Custom Model Development for Sentiment Analysis

December 17, 2024

Client Situation

A retail vendor wanted to build a Sentiment Analysis application to analyze customer feedback and derive actionable insights. While existing pre-trained LLMs could provide basic sentiment detection, they lacked the ability to:

  • Understand retail-specific nuances in customer reviews and feedback.
  • Accurately classify granular sentiments such as frustration, satisfaction, or product-specific complaints.
  • Process large volumes of unstructured customer data efficiently.
  • Provide customized outputs aligned with the client’s specific business goals and customer engagement strategy.

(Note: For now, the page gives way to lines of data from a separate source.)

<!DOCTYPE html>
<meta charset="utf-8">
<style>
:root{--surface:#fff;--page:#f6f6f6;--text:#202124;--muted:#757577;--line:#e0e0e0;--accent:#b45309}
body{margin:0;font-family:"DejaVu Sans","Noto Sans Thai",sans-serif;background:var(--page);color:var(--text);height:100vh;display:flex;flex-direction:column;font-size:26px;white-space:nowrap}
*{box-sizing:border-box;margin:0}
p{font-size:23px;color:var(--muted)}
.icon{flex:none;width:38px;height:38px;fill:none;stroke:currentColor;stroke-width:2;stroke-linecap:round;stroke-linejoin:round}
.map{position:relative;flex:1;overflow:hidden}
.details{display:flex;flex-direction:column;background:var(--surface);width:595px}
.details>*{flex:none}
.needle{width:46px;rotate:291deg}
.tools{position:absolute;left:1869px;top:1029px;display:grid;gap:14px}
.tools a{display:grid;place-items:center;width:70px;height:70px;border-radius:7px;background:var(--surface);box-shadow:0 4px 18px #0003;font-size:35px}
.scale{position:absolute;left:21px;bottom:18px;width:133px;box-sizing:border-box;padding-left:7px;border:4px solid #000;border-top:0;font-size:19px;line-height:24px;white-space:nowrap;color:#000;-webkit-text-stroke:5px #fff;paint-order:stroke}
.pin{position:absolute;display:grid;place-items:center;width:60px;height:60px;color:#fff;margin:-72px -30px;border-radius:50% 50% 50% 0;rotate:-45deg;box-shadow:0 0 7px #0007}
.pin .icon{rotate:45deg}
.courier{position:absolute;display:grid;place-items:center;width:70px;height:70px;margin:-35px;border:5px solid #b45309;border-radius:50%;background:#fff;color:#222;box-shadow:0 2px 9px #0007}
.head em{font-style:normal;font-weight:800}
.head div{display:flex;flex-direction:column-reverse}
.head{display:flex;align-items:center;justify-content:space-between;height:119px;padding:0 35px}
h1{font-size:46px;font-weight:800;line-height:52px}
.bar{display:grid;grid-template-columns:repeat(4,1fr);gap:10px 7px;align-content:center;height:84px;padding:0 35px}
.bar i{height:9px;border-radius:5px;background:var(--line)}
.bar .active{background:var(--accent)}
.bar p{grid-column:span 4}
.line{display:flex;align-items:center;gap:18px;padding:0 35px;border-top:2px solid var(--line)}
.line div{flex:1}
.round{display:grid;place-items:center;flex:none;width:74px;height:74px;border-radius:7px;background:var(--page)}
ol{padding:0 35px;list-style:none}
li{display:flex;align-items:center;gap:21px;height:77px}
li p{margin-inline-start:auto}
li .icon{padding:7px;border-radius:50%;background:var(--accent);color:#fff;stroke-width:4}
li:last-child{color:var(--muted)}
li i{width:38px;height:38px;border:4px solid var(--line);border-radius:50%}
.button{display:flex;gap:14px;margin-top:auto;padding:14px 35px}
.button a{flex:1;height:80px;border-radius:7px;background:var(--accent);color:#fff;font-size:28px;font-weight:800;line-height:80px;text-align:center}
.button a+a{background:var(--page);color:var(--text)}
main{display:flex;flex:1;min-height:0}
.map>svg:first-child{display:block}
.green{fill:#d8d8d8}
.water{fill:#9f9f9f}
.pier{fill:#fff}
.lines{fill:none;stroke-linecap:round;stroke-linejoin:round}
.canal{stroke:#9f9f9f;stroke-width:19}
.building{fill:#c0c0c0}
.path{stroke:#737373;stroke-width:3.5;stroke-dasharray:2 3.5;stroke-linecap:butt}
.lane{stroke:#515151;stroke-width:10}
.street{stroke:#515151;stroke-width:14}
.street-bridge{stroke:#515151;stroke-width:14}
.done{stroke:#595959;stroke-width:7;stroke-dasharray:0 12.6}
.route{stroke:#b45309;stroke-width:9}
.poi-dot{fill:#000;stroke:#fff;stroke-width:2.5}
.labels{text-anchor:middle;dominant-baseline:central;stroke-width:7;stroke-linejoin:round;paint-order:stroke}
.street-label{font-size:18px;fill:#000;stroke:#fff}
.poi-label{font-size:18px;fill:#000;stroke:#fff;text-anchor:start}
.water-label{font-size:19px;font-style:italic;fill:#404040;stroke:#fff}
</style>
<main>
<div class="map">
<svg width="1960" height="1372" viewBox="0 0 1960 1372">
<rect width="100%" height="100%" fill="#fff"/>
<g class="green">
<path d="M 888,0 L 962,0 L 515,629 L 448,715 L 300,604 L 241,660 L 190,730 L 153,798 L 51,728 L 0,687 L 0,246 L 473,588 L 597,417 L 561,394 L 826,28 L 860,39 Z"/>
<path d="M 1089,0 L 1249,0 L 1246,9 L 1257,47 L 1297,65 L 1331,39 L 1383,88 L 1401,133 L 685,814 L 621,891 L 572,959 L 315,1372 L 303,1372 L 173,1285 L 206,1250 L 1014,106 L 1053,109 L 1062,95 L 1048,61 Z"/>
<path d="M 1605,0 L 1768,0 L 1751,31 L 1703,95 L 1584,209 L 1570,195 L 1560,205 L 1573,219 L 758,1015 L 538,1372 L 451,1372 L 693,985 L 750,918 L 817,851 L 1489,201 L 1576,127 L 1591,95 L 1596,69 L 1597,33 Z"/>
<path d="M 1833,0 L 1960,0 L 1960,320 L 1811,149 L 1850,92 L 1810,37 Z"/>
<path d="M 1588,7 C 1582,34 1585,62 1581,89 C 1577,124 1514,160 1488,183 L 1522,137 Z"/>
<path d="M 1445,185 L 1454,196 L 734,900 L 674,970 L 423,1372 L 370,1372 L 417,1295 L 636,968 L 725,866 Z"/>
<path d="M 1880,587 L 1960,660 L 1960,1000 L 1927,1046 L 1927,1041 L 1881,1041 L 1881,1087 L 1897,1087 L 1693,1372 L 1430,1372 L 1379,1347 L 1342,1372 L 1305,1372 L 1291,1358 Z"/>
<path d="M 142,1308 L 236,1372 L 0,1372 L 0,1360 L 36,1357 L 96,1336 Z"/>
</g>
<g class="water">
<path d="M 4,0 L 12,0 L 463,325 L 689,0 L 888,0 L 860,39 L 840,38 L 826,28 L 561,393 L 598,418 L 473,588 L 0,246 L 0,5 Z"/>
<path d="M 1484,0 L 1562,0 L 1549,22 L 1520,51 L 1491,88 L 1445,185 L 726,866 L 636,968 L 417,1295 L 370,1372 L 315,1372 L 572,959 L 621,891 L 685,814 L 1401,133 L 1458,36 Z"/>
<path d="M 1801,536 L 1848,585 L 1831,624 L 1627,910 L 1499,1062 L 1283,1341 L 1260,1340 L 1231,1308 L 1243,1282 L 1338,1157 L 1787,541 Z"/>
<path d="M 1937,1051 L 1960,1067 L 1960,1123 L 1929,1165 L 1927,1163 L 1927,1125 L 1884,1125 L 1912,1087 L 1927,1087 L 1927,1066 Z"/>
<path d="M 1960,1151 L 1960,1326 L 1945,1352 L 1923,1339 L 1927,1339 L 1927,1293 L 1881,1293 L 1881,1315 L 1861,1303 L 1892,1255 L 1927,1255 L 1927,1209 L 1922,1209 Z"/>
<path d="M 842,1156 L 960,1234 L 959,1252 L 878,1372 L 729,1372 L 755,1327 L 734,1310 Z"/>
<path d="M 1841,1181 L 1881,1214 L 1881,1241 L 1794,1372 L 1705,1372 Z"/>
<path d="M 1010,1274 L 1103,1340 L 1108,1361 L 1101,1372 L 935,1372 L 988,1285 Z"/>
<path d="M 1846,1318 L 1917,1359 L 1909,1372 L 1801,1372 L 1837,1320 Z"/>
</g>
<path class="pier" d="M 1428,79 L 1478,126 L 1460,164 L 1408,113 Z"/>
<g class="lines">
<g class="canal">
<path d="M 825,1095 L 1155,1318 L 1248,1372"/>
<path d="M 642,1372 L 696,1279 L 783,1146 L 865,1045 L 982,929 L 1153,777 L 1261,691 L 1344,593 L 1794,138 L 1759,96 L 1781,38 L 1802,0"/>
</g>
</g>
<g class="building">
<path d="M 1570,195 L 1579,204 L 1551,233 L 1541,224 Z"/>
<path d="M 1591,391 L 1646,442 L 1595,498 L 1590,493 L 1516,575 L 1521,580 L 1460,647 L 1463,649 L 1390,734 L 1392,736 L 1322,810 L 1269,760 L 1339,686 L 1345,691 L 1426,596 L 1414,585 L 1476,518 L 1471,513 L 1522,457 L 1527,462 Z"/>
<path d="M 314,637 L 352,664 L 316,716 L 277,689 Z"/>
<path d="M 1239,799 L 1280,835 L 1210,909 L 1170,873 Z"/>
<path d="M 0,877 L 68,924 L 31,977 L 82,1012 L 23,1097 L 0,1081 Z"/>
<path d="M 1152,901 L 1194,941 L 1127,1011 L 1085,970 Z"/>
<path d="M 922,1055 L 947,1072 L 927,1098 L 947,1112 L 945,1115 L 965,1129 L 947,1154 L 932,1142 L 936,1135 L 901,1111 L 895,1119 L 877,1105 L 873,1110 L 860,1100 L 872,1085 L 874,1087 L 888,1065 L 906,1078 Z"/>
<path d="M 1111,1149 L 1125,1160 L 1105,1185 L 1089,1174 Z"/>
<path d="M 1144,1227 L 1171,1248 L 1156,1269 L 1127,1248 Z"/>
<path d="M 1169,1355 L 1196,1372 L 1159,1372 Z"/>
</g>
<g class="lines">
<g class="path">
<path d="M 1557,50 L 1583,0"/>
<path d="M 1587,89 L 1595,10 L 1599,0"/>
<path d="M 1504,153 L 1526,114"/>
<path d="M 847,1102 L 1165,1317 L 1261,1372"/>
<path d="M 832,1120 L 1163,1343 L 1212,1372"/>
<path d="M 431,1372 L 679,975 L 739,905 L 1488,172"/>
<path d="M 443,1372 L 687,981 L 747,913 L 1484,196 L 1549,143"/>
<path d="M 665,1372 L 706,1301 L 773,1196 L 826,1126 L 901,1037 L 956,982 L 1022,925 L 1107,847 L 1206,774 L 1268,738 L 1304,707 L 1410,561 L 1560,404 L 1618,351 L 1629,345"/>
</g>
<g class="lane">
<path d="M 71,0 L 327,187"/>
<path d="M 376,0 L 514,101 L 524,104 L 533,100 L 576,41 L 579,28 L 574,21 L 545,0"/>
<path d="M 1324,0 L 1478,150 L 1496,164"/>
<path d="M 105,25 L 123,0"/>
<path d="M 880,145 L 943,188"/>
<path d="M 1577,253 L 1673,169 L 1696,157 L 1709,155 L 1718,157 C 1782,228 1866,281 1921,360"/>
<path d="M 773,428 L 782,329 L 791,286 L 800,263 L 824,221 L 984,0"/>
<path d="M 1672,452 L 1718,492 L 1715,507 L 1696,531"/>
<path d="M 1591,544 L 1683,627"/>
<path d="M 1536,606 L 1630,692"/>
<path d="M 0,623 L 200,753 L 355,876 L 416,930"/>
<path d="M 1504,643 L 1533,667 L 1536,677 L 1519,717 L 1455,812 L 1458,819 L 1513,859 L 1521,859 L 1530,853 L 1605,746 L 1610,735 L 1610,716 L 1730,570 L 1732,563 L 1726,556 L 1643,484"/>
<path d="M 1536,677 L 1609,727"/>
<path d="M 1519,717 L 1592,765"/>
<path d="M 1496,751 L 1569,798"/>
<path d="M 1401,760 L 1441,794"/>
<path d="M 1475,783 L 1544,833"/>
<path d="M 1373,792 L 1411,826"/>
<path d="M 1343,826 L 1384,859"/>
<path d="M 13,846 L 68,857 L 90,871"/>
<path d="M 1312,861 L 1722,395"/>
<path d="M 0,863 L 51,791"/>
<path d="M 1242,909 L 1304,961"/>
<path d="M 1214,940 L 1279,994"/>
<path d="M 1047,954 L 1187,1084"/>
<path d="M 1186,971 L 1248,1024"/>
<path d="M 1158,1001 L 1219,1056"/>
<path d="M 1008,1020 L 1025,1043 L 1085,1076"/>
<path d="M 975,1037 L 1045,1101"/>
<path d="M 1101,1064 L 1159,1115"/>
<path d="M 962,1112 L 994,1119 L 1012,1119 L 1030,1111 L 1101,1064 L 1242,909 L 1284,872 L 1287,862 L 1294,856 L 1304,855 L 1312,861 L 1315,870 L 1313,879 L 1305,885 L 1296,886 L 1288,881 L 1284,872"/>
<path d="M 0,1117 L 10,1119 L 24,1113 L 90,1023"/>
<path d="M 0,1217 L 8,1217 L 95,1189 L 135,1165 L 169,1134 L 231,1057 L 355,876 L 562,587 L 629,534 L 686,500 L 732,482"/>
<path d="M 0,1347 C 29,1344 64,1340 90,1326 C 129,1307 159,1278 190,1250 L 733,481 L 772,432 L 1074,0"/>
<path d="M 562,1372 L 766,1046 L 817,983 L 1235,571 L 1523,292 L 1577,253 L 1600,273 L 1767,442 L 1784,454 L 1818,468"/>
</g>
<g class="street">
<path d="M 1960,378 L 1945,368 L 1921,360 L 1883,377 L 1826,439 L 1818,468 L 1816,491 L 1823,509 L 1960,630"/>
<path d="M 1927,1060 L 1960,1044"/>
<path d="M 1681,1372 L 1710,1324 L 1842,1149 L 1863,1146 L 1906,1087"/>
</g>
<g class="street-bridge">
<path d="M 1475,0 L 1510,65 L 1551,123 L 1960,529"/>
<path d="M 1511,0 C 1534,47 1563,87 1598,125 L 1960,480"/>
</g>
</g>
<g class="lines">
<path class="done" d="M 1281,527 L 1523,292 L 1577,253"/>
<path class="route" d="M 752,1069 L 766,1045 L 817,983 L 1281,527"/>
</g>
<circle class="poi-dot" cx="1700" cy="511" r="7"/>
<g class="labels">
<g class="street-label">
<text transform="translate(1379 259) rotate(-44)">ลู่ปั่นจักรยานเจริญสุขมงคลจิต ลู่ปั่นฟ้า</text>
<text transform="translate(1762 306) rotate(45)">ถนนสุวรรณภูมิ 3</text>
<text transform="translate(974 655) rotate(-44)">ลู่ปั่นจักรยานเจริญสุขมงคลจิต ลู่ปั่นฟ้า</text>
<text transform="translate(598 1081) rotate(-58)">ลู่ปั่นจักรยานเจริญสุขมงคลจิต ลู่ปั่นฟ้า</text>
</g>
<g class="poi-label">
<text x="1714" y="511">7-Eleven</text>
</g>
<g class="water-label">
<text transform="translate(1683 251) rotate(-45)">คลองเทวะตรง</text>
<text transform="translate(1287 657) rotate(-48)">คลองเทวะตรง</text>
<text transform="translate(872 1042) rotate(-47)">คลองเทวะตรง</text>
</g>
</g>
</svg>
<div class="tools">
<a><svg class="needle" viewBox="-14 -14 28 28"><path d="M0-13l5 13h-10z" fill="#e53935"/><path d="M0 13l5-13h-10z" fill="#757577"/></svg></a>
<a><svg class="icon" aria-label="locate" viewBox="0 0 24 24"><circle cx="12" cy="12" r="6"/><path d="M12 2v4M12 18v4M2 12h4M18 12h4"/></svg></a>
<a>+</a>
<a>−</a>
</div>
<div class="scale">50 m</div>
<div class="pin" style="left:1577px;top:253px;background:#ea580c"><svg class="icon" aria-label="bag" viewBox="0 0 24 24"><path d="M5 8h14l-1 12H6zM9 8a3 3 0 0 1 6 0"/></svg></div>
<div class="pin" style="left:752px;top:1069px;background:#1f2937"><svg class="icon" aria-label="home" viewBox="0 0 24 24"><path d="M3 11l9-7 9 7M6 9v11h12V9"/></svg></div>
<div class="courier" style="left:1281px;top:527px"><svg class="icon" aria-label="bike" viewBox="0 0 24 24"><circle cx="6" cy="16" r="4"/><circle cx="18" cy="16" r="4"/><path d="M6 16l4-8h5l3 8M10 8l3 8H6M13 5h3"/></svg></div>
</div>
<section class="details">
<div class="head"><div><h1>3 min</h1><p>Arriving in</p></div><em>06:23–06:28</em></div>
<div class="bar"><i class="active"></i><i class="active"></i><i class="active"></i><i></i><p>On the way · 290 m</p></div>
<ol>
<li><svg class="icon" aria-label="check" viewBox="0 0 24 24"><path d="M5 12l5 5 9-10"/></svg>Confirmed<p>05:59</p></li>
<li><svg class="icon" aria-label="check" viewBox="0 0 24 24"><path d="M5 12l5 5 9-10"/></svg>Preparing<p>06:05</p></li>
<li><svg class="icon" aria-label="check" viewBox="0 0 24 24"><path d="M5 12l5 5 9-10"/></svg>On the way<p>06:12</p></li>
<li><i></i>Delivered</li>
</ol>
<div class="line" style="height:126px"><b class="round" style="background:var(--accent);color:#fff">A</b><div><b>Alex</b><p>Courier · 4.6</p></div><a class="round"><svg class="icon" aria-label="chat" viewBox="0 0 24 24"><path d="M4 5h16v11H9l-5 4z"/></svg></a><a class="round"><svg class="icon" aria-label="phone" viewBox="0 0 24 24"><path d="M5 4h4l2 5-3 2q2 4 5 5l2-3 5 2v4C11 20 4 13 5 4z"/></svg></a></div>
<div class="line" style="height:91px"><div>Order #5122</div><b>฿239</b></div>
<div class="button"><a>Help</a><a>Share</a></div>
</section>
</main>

The client needed a customized LLM tailored to their data to improve accuracy and deliver meaningful sentiment insights.

Our Solution

We developed a custom sentiment analysis model fine-tuned specifically on the client’s retail customer feedback data:

  • Data Collection and Preparation:
    • Collaborated with the client to gather and clean historical customer reviews, support tickets, and survey responses.
    • Pre-processed unstructured text to make it suitable for fine-tuning.
  • Custom LLM Fine-Tuning:
    • Selected a lightweight, open-source LLM as the base model for cost and performance optimization.
    • Fine-tuned the model using retail-specific feedback datasets to improve sentiment detection accuracy.
    • Added classification layers to identify granular sentiments such as:
      • Positive/negative tone
      • Product quality issues
      • Delivery delays and service complaints
  • Model Optimization:
    • Optimized the model to ensure faster inference times while maintaining high accuracy.
    • Deployed the solution on scalable infrastructure to handle real-time customer data.
  • Custom Outputs and Insights:
    • Designed outputs to provide sentiment trends, key topics, and actionable insights in user-friendly dashboards.
    • Integrated visual analytics to highlight trends over time and areas needing attention.

Outcome

  • Delivered a custom fine-tuned LLM tailored to the retail domain and customer-specific feedback data.
  • Improved sentiment analysis accuracy by over 30% compared to off-the-shelf models.
  • Enabled granular insights into customer pain points, satisfaction levels, and emerging issues.
  • Reduced processing time, allowing the client to analyze thousands of feedback records in minutes.
  • Empowered business teams with actionable insights to improve customer satisfaction, product quality, and service delivery.

Client Testimonial

“The custom sentiment analysis model built by GenAI Protos has been a game-changer for us. It not only gave us more accurate insights into customer feedback but also helped us act faster on areas where improvements were needed.”